▼

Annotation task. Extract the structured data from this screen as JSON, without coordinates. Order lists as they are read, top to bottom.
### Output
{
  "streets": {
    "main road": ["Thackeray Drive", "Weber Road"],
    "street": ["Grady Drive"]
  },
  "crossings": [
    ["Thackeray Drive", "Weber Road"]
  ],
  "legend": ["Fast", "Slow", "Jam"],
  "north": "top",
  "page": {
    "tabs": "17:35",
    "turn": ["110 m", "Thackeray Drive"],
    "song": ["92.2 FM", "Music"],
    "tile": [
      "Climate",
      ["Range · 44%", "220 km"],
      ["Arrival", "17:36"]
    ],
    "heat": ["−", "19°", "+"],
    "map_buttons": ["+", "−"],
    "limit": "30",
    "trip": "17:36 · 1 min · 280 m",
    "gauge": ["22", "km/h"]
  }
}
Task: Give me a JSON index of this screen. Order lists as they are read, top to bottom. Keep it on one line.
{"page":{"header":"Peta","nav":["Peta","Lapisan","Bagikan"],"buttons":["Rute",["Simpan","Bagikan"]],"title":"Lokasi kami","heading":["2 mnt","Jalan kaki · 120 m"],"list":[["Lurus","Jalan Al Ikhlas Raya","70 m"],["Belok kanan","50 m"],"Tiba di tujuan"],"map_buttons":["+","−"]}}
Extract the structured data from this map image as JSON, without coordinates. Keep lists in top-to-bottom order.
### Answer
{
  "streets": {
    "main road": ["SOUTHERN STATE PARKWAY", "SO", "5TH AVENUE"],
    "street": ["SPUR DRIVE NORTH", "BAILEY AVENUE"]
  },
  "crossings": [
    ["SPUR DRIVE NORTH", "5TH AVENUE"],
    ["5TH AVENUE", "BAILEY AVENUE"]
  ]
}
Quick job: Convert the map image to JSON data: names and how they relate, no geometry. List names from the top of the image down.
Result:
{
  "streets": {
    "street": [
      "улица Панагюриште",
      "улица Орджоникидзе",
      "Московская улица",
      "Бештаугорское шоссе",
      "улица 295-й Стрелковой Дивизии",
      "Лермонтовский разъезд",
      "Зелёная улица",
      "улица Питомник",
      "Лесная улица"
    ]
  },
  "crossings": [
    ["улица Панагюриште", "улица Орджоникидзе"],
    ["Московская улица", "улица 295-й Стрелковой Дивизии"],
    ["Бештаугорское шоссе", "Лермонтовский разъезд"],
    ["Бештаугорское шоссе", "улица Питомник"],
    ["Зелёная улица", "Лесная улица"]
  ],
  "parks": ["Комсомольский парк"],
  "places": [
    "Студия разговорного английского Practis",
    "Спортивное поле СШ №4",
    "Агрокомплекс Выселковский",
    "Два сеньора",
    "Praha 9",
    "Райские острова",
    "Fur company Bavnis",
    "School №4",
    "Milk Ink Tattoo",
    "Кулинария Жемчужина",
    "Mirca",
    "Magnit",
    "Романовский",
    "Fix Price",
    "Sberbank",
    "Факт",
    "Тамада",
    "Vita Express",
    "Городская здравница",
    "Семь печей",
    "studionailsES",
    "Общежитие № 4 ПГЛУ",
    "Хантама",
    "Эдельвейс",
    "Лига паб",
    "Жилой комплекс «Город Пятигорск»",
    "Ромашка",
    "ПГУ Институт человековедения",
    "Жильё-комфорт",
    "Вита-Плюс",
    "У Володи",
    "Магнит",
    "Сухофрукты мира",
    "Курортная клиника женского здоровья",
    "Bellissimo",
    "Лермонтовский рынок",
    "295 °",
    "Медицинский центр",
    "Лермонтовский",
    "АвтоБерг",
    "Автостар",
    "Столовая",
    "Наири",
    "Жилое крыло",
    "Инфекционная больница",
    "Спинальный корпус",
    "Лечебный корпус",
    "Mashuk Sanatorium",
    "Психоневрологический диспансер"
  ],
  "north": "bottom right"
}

▲

**Exercise:** Output all entries again exactly; no line may be altered.

**Written response:**
Annotation task. Extract the structured data from this screen as JSON, without coordinates. Order lists as they are read, top to bottom.
### Output
{
  "streets": {
    "main road": ["Thackeray Drive", "Weber Road"],
    "street": ["Grady Drive"]
  },
  "crossings": [
    ["Thackeray Drive", "Weber Road"]
  ],
  "legend": ["Fast", "Slow", "Jam"],
  "north": "top",
  "page": {
    "tabs": "17:35",
    "turn": ["110 m", "Thackeray Drive"],
    "song": ["92.2 FM", "Music"],
    "tile": [
      "Climate",
      ["Range · 44%", "220 km"],
      ["Arrival", "17:36"]
    ],
    "heat": ["−", "19°", "+"],
    "map_buttons": ["+", "−"],
    "limit": "30",
    "trip": "17:36 · 1 min · 280 m",
    "gauge": ["22", "km/h"]
  }
}
Task: Give me a JSON index of this screen. Order lists as they are read, top to bottom. Keep it on one line.
{"page":{"header":"Peta","nav":["Peta","Lapisan","Bagikan"],"buttons":["Rute",["Simpan","Bagikan"]],"title":"Lokasi kami","heading":["2 mnt","Jalan kaki · 120 m"],"list":[["Lurus","Jalan Al Ikhlas Raya","70 m"],["Belok kanan","50 m"],"Tiba di tujuan"],"map_buttons":["+","−"]}}
Extract the structured data from this map image as JSON, without coordinates. Keep lists in top-to-bottom order.
### Answer
{
  "streets": {
    "main road": ["SOUTHERN STATE PARKWAY", "SO", "5TH AVENUE"],
    "street": ["SPUR DRIVE NORTH", "BAILEY AVENUE"]
  },
  "crossings": [
    ["SPUR DRIVE NORTH", "5TH AVENUE"],
    ["5TH AVENUE", "BAILEY AVENUE"]
  ]
}
Quick job: Convert the map image to JSON data: names and how they relate, no geometry. List names from the top of the image down.
Result:
{
  "streets": {
    "street": [
      "улица Панагюриште",
      "улица Орджоникидзе",
      "Московская улица",
      "Бештаугорское шоссе",
      "улица 295-й Стрелковой Дивизии",
      "Лермонтовский разъезд",
      "Зелёная улица",
      "улица Питомник",
      "Лесная улица"
    ]
  },
  "crossings": [
    ["улица Панагюриште", "улица Орджоникидзе"],
    ["Московская улица", "улица 295-й Стрелковой Дивизии"],
    ["Бештаугорское шоссе", "Лермонтовский разъезд"],
    ["Бештаугорское шоссе", "улица Питомник"],
    ["Зелёная улица", "Лесная улица"]
  ],
  "parks": ["Комсомольский парк"],
  "places": [
    "Студия разговорного английского Practis",
    "Спортивное поле СШ №4",
    "Агрокомплекс Выселковский",
    "Два сеньора",
    "Praha 9",
    "Райские острова",
    "Fur company Bavnis",
    "School №4",
    "Milk Ink Tattoo",
    "Кулинария Жемчужина",
    "Mirca",
    "Magnit",
    "Романовский",
    "Fix Price",
    "Sberbank",
    "Факт",
    "Тамада",
    "Vita Express",
    "Городская здравница",
    "Семь печей",
    "studionailsES",
    "Общежитие № 4 ПГЛУ",
    "Хантама",
    "Эдельвейс",
    "Лига паб",
    "Жилой комплекс «Город Пятигорск»",
    "Ромашка",
    "ПГУ Институт человековедения",
    "Жильё-комфорт",
    "Вита-Плюс",
    "У Володи",
    "Магнит",
    "Сухофрукты мира",
    "Курортная клиника женского здоровья",
    "Bellissimo",
    "Лермонтовский рынок",
    "295 °",
    "Медицинский центр",
    "Лермонтовский",
    "АвтоБерг",
    "Автостар",
    "Столовая",
    "Наири",
    "Жилое крыло",
    "Инфекционная больница",
    "Спинальный корпус",
    "Лечебный корпус",
    "Mashuk Sanatorium",
    "Психоневрологический диспансер"
  ],
  "north": "bottom right"
}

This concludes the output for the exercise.